In [1]:
import pandas as pd
import requests as req
import bs4

# Web scraper for Indeed Web page

## Creating headers

In [2]:
url = 'https://cr.indeed.com/jobs?q=Developer&l=Costa+Rica'
base_link = 'https://cr.indeed.com'
user_agent = 'Mozilla/5.0 (Windows NT 10.0; Win64; x64) AppleWebKit/537.36 (KHTML, like Gecko) Chrome/75.0.3770.142 Safari/537.36'
headers = {
    'User-Agent': user_agent,
}

## Using requests library

In [3]:
response = req.get(url, headers=headers)
response.ok #200

True

## Creating and BeautifulSoup object base on response obj

In [4]:
jobs_soup = bs4.BeautifulSoup(response.text, 'html.parser')

In [5]:
response.text[:400]

'<!DOCTYPE html>\n<html lang="es" dir="ltr">\n<head>\n<meta http-equiv="content-type" content="text/html;charset=UTF-8">\n<script type="text/javascript">\n\n(function ( tk ) { if ( tk && document.images ) { var s="/", q="?", a="&", e="="; (new Image()).src = s+"rpc"+s+"log"+q+"a"+e+"jslat"+a+"tk"+e+tk; } })(\'1dhkgdpl926qb003\');\n</script>\n<script type="text/javascript" src="/s/872b482/es_CR.js"></script>\n'

## Job selector

In [6]:
jobs_soup.select('.jobsearch-SerpJobCard')[0].select('.title')[0].select('.jobtitle')[0].text.strip()

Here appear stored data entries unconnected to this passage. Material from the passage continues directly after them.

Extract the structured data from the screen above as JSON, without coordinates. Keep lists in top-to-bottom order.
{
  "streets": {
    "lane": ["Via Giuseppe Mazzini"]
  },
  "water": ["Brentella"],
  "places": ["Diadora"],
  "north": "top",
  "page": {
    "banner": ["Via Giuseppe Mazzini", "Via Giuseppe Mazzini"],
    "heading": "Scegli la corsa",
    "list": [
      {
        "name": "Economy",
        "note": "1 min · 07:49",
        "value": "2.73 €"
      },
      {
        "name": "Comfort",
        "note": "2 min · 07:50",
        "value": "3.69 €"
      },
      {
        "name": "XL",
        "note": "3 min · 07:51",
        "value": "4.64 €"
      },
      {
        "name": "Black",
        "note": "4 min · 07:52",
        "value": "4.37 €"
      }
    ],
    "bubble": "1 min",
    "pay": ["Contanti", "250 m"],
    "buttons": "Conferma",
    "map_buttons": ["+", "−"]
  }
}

'Wordpress Developer - Senior - Full Stack'

## Date selector

In [7]:
jobs_soup.select('.jobsearch-SerpJobCard .jobsearch-SerpJobCard-footer .date')[:5]

[<span class="date">hace 7 horas</span>,
 <span class="date">hace 21 horas</span>,
 <span class="date">hace 1 día</span>,
 <span class="date">hace 8 meses</span>,
 <span class="date">hace 13 días</span>]

## Iterating for every job and buid an object

In [8]:
job_list = [{
        'title': job.select('.title')[0].select('.jobtitle')[0].text.strip(), 
        'link':'{}{}'.format(base_link, job.select('.title')[0].select('.jobtitle')[0]['href']) ,
        'date': job.select('.jobsearch-SerpJobCard-footer')[0].select('.date')[0].text,
        } for job in jobs_soup.select('.jobsearch-SerpJobCard')]
job_list[:3]

[{'title': 'Wordpress Developer - Senior - Full Stack',
  'link': 'https://cr.indeed.com/pagead/clk?mo=r&ad=-6NYlbfkN0C42uWlTcvQuSvYOtAav8PzwEmyqfcTD3ltHWCdPLhdUYorS3opGZQvGm0d7zjEri2TF-bveZjPY36Yp6PvrnjIVoYoo6PeuoRWkw70Jaj2LlZUkADIviLskz246y2Lp7tuLFfqtnNFxT3VrI_uXwlNPySTXI287MlpzwEJN-Xn-QlS3-x4AqDepzNsF55gRYA8nNCUgPVDu8bdmG2AHQO1eU20TTQaexiyoz6RaONBEHETjAOg8__YaCDnmHtQdhWyNkZ0_4WWqp0XfaPmadLeco0ZsB91-51CMiUZnVlan3OLfPdainQRCAmOjqM3Hfb8OriO4qfU-QRoozjkgrcor4UorRkZ6Xi66rTjTM_kNrAKG5J1s8adYuAsFdbVIoMbOuDpuhMKmt_gtsRZgMTkUQGJVqPIOR-7o03w8A_vlTcJuNRYTMLT&p=0&fvj=1&vjs=3',
  'date': 'hace 7 horas'},
 {'title': 'Data Developer',
  'link': 'https://cr.indeed.com/rc/clk?jk=db6ad71bdea13e5f&fccid=30c6be3855bc8a7c&vjs=3',
  'date': 'hace 21 horas'},
 {'title': 'WordPress Developer (Junior)',
  'link': 'https://cr.indeed.com/rc/clk?jk=3cb3503d625c9a94&fccid=1dd6fadbcd0d89b7&vjs=3',
  'date': 'hace 1 día'}]

## Visit every job 

In [9]:
base_link = 'https://cr.indeed.com'
job_links = []
for job in job_list:
    job_links.append(job['link'])

## Visition job at 0 pos

In [10]:
response2 = req.get(job_links[0].__str__())
response2.ok

True

In [11]:
jobs_soup2 = bs4.BeautifulSoup(response2.text, 'html.parser')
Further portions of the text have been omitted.